▶ _Directions for this task_
Throughout the material below, how many lines include the string "turn"? Reply with only the number.

▶ _Dataset entries_
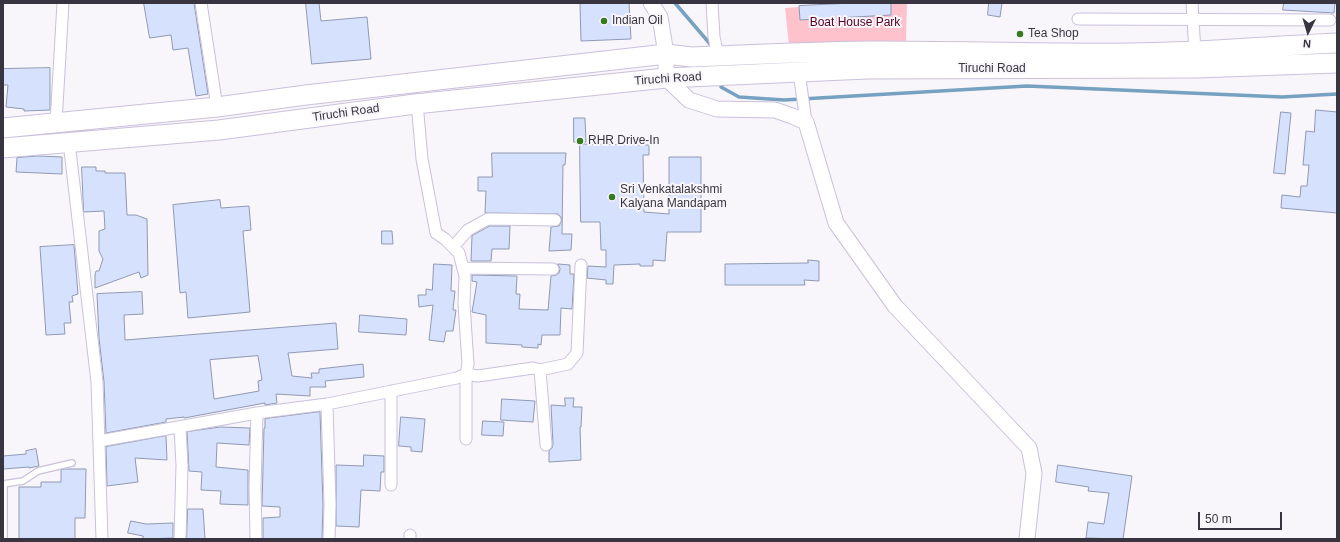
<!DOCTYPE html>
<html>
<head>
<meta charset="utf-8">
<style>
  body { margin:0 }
  #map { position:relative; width:1340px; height:542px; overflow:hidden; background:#f8f6fb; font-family:Helvetica,sans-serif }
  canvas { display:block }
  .frame { position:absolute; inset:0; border:4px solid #393540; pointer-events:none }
  .north { position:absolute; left:1288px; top:12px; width:40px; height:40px; -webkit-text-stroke:3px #f8f6fb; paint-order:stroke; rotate:185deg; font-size:11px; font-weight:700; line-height:16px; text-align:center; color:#393540 }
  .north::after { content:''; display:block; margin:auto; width:14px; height:18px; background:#393540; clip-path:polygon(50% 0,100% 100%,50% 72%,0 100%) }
  .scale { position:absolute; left:1198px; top:512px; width:84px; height:18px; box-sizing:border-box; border:2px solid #393540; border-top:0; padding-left:5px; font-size:12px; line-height:14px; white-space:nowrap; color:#393540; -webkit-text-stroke:3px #f8f6fb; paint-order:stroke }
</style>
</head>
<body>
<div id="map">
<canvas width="1340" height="542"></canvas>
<div class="frame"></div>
<div class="north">N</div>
<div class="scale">50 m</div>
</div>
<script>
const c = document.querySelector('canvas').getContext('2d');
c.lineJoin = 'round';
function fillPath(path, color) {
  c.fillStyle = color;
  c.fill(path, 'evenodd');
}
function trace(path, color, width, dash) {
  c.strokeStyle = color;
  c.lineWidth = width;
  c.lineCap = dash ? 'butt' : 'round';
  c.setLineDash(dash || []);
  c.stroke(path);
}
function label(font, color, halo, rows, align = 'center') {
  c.font = font + ' Helvetica,sans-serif';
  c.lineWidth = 4;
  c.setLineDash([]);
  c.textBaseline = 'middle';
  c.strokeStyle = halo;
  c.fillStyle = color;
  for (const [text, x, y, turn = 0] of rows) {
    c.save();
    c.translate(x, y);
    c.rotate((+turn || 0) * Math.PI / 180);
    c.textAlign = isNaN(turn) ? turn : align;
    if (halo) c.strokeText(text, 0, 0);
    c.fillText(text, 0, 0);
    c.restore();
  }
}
fillPath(new Path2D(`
  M856 3H907L906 41 789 45 785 8Z`), '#fdc2cc');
trace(new Path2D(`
  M675 3 711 45
  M721 87 739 97 784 100 1027 86 1282 97 1337 94`), '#76a1c0', 3.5);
const building = new Path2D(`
  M144 3H194L208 94 196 96 188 48 173 50 171 35 150 38Z
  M306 3H319L321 21 367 17 371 59 312 64Z
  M629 3 631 39 581 41 580 4Z
  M853 3H891V15L800 20 799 6Z
  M989 3H1002L1000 17 988 15Z
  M1284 3H1335L1334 13 1283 10Z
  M50 68V110L24 111V109L6 107 8 85H3V69Z
  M1316 110 1337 112V213L1281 208 1282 195 1300 197 1301 186H1307L1309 165H1303L1306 131 1314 132Z
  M1281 112 1291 113 1285 174 1274 173Z
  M574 118H585L586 142H574Z
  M580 144 649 145V155H643L644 212 669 214V157H701V232H667L665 261 653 260V266H640V264L614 265 613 284H606V280L587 278 588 266 606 267V250H601L600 222H581Z
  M492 153H566L565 165H563L562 234H572L571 250 549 251 551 227 559 226 562 220 561 217 558 214 485 213 486 191H478V177H492Z
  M38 156 62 157V174L16 172 17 158Z
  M82 167H96V171H105V173H125L127 215H136L147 219 148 275 141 278 139 272 95 288V275L96 271H99L103 259 99 251V231L105 229 104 211 84 212Z
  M220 200 221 208 249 206 251 230 243 231 250 312 188 318 186 292 180 293 173 205Z
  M490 226H510L509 249H492L491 261H471L472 236Z
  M382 231H392L393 244H382Z
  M74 245 78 294 72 296 73 302H69L71 323H64L65 334 46 335 40 247Z
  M808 260 819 261V281L804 280 805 285H725V264L808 263Z
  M434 264 452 265 451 291H455L453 310H456L453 331H446L444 342 429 340 433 305 419 307 418 295H426V289L432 290Z
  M558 264 570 265V274H574L572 309 561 308 560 335H542L541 345 538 344V348L522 347V345L486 343V315L472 312 477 282 472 281V275L517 276 516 294H520L519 309 548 310 551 276 556 275 559 273 560 269Z
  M142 292 143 314 124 315 125 340 336 323 338 349 288 353 292 376 312 378 311 373H319V369L363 364 364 377 325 381 326 387H310V396L276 394 277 403 265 405V403L184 418V417L166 419V422L106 433 104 382 99 338 97 294ZM258 356 262 380 258 381 259 391 214 399 210 360Z
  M360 315 407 319 406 335 359 332Z
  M565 398H574L573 407H582L581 427H580L581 460 549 462V451L552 448 553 444 551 405 565 406Z
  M502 399 535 401 533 422 501 420Z
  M320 412 323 505 322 539H263V518L280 517V507L262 506 264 428H265V419Z
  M401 417 425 419 422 452 411 451V447L399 446Z
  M483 421 504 422 503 436 482 435Z
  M221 427 250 428 249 445 217 443 216 467 248 470V505L220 504 221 491 201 490 202 472 189 471 187 432Z
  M166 436 167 460 135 458 138 482 107 486 106 447Z
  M36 449 39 466 29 468V467L3 469V456L26 454V451Z
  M364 455 384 456V472H381L380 491 361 490 359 527 336 526V465L363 466Z
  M1058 465 1132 476 1123 539 1086 538 1088 522 1104 524 1109 493 1088 491 1089 487 1056 482Z
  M65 469H86L85 518H75V539H19V487H41V482H61V470Z
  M188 509H203L205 539H187Z
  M131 521 146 524 173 523V538L143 539V536L128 533Z`);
fillPath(building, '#d6e1fd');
trace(building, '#8f99b3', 1);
const lane = new Path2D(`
  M3 484 23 481 38 471 72 463
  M4 539V484`);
const street = new Path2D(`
  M201 3 217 107
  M712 3 714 37 718 56
  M1192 3 1195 52
  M1078 19 1330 20
  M799 72 806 122
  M56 123 63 3
  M69 142 97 382 102 539
  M453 247 468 230 488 219 555 220
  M463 268 553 269
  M540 370 568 364 577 353 581 265
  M327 404 330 505 329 539
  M180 428 182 465 180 539
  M466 439V374L478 376 533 368 540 370 546 445
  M99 441 257 413 327 404 457 378 466 374 468 364 464 304 465 276 459 253 445 239 436 233 422 159 418 114 415 104
  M391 485V391
  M256 539 255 487 257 413
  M410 539V535`);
const secondary = new Path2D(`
  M651 3 660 17 666 54V78L689 100 717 109 775 110 792 116 806 122 836 223 895 306 1029 448 1034 473 1027 539`);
const highway = new Path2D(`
  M3 128 217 107 306 95 666 54 692 57C753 55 815 51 877 51 961 51 1045 54 1130 53 1199 53 1268 46 1337 43
  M3 148 219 130 415 104 666 78 867 69 1197 68 1337 63`);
trace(lane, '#cac0dc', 8);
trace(street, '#cac0dc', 13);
trace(secondary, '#cac0dc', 17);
trace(highway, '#cac0dc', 21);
trace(lane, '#fff', 5.5);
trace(street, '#fff', 11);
trace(secondary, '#fff', 15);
trace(highway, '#fff', 19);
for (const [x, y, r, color] of [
  [604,21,4,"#367b1f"],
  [1020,34,4,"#367b1f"],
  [580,141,4,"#367b1f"],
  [612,197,4,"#367b1f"]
]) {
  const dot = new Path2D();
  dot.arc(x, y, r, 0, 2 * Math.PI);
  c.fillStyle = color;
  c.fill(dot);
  trace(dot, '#f8f6fb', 1.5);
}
label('12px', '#393540', '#f8f6fb', [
  ["Indian Oil",612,21],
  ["Tea Shop",1028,34],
  ["RHR Drive-In",588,141],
  ["Sri Venkatalakshmi",620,190],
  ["Kalyana Mandapam",620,204]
], 'left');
label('12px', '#550021', '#f8f6fb', [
  ["Boat House Park",855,23]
]);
label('12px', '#393540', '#f8f6fb', [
  ["Tiruchi Road",992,69],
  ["Tiruchi Road",668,79,-4],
  ["Tiruchi Road",346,113,-8]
]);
</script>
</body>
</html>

▶ _Exercise answer_
3